The last time I taught my "Brief History of Timekeeping" seminar was in 2012, so I spent a bunch of time on the Mayan calendar. This time around, we've lost the obvious pop-culture hook, but it's still so weird and fascinating that I spent a class on it last week. One of the things we talked about was what this system (what we know of it) says about the Maya concept of time. There's a very obvious contrast between the interlocking cyclical time tracked by the Maya and the more linear Judeo-Christian version that starts with "Let there be light," and proceeds forward to four guys on horses and violent red visions.

(Yes, I phrased it that way; no, nobody picked up the reference.)

One of the students asked a good question about what modern physics would look like if it had been developed by a culture with a more cyclical conception of time. Which I don't really have a great answer for, but it's a lot of fun to think about. As I did while driving home Sunday from a weekend at my parents', while the kids watched videos in the back seat.

And it occurred to me that there's a really good Ted Chiang sort of story in there, around what would happen when that sort of culture developed astronomy to the level of being able to detect dark energy. Because, you know, the Big Bang would be easy to fit into a cyclical time sort of cosmology, in the expand-collapse-re-expand version. But the accelerating expansion of the universe would rock that sort of system to the core-- the discovery that the universe will expand forever, faster and faster, unambiguously points toward linear time, which doesn't bug folks coming out of the Western tradition that much, but would be really disturbing if your whole concept of the universe was built around recurrence.

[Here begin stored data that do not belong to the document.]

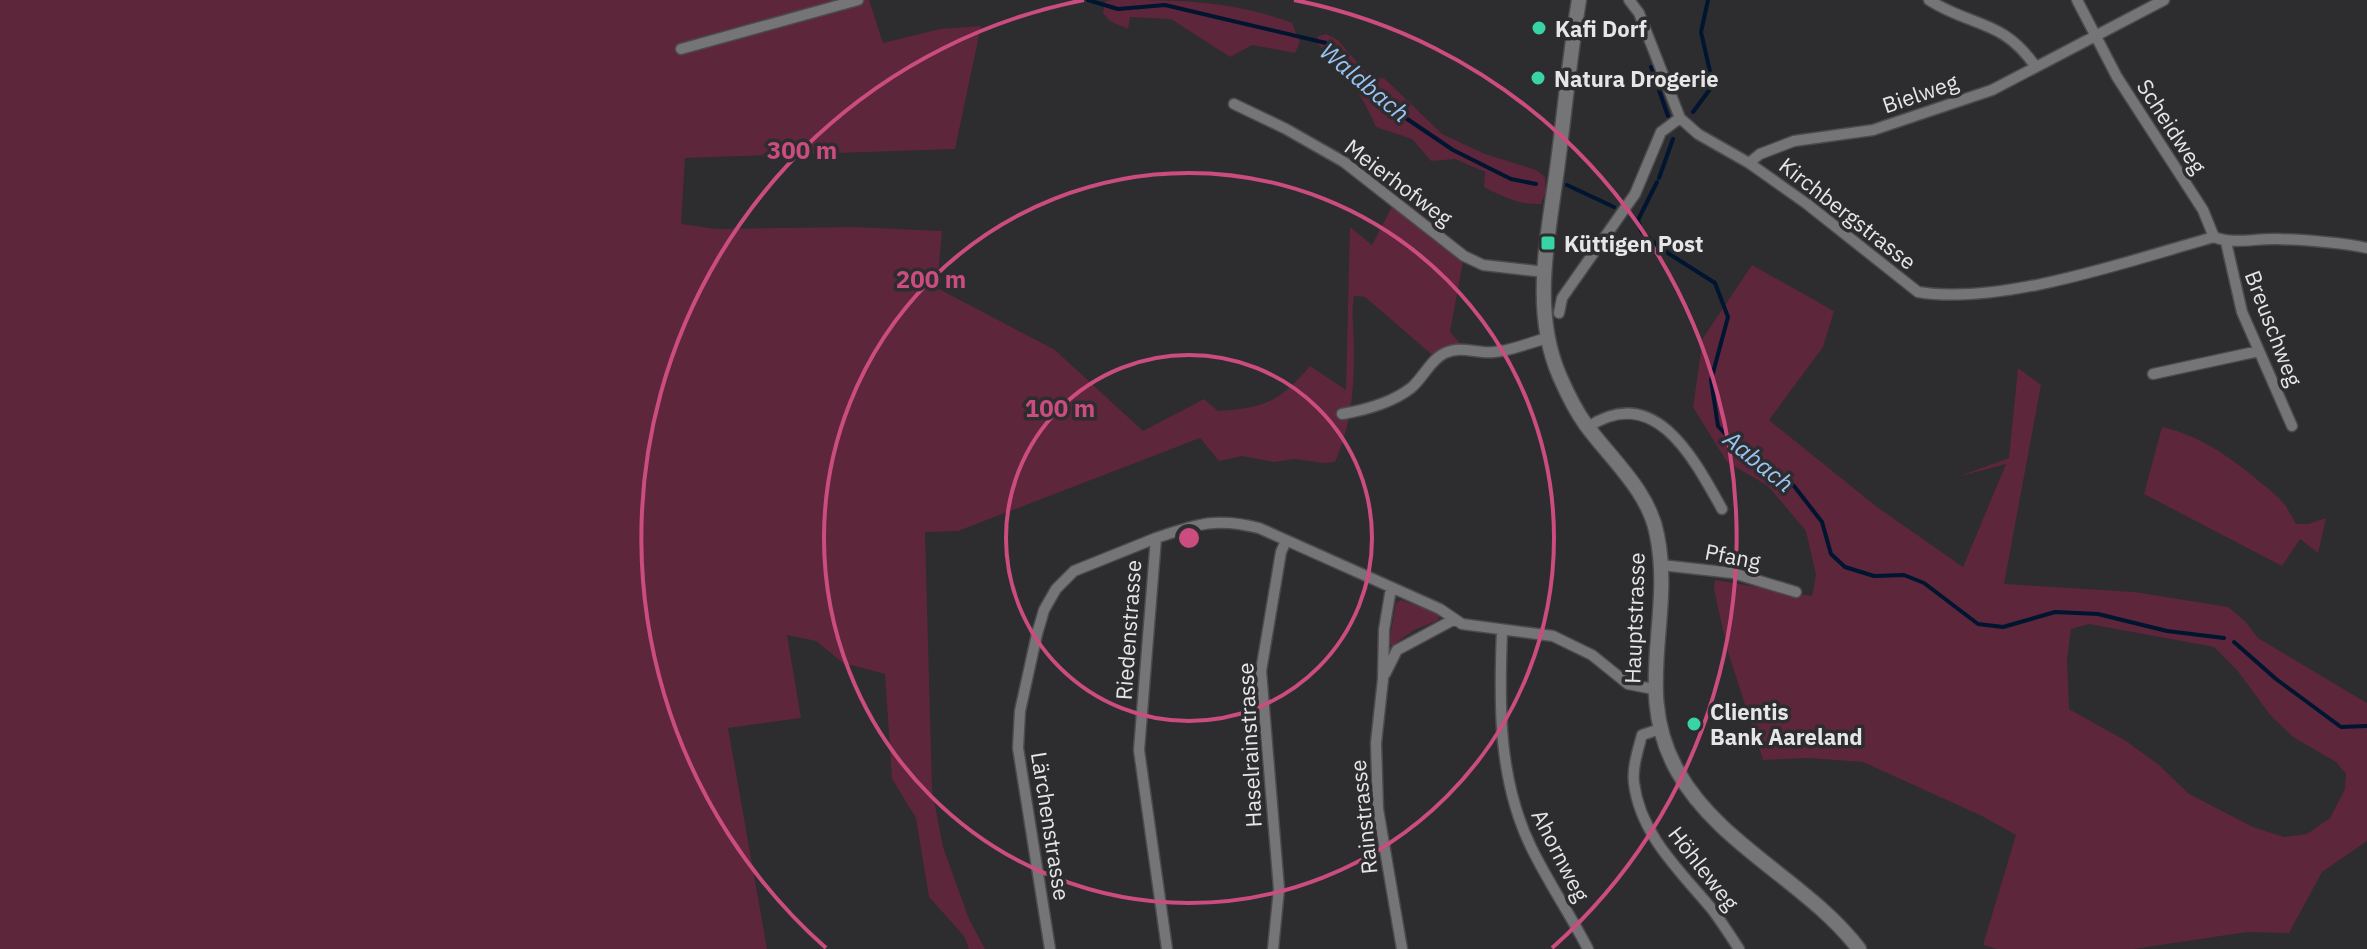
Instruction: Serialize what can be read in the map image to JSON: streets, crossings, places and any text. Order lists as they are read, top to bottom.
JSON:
{
  "streets": {
    "street": [
      "Bielweg",
      "Scheidweg",
      "Meierhofweg",
      "Kirchbergstrasse",
      "Breuschweg",
      "Pfang",
      "Hauptstrasse",
      "Riedenstrasse",
      "Haselrainstrasse",
      "Rainstrasse",
      "Lärchenstrasse",
      "Ahornweg",
      "Höhleweg"
    ]
  },
  "crossings": [
    ["Bielweg", "Scheidweg"],
    ["Bielweg", "Kirchbergstrasse"],
    ["Scheidweg", "Kirchbergstrasse"],
    ["Meierhofweg", "Hauptstrasse"],
    ["Pfang", "Hauptstrasse"],
    ["Hauptstrasse", "Höhleweg"],
    ["Riedenstrasse", "Haselrainstrasse"],
    ["Riedenstrasse", "Rainstrasse"],
    ["Riedenstrasse", "Lärchenstrasse"]
  ],
  "water": ["Waldbach", "Aabach"],
  "places": {
    "other": ["Kafi Dorf", "Natura Drogerie", "Clientis Bank Aareland"],
    "transit": ["Küttigen Post"]
  },
  "rings": ["300 m", "200 m", "100 m"]
}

Of course, getting that into an actual story is well beyond my abilities. Mostly because you would need to first get across the sort of alien approach to science that it demands, in order to sell the shock of the universe working in a very different way than the characters expect. In the right hands, though, it might have potential.

So, you know, I'll throw that out there for anybody who might be inspired by it. If you pick this up and run with it, name a character after me, or something.

More like this

Chad,

"the discovery that the universe will expand forever, faster and faster, unambiguously points toward linear time, which doesn’t bug folks coming out of the Western tradition that much, but would be really disturbing if your whole concept of the universe was built around recurrence."

It depends on how literally one interprets either conception.

I'm not up on latest cosmological thinking; maybe you could elaborate on how we would describe an end-state of our universe, or at least a condition far enough in the future that would qualify as distinct from the present?

" and proceeds forward to four guys on horses and violent red visions."

Recently reading about Black Holes. In addition to the reference to the Revelation of St. John, I also picked up the red/infrared light from the absolute horizon and the red shift/infinite expansion.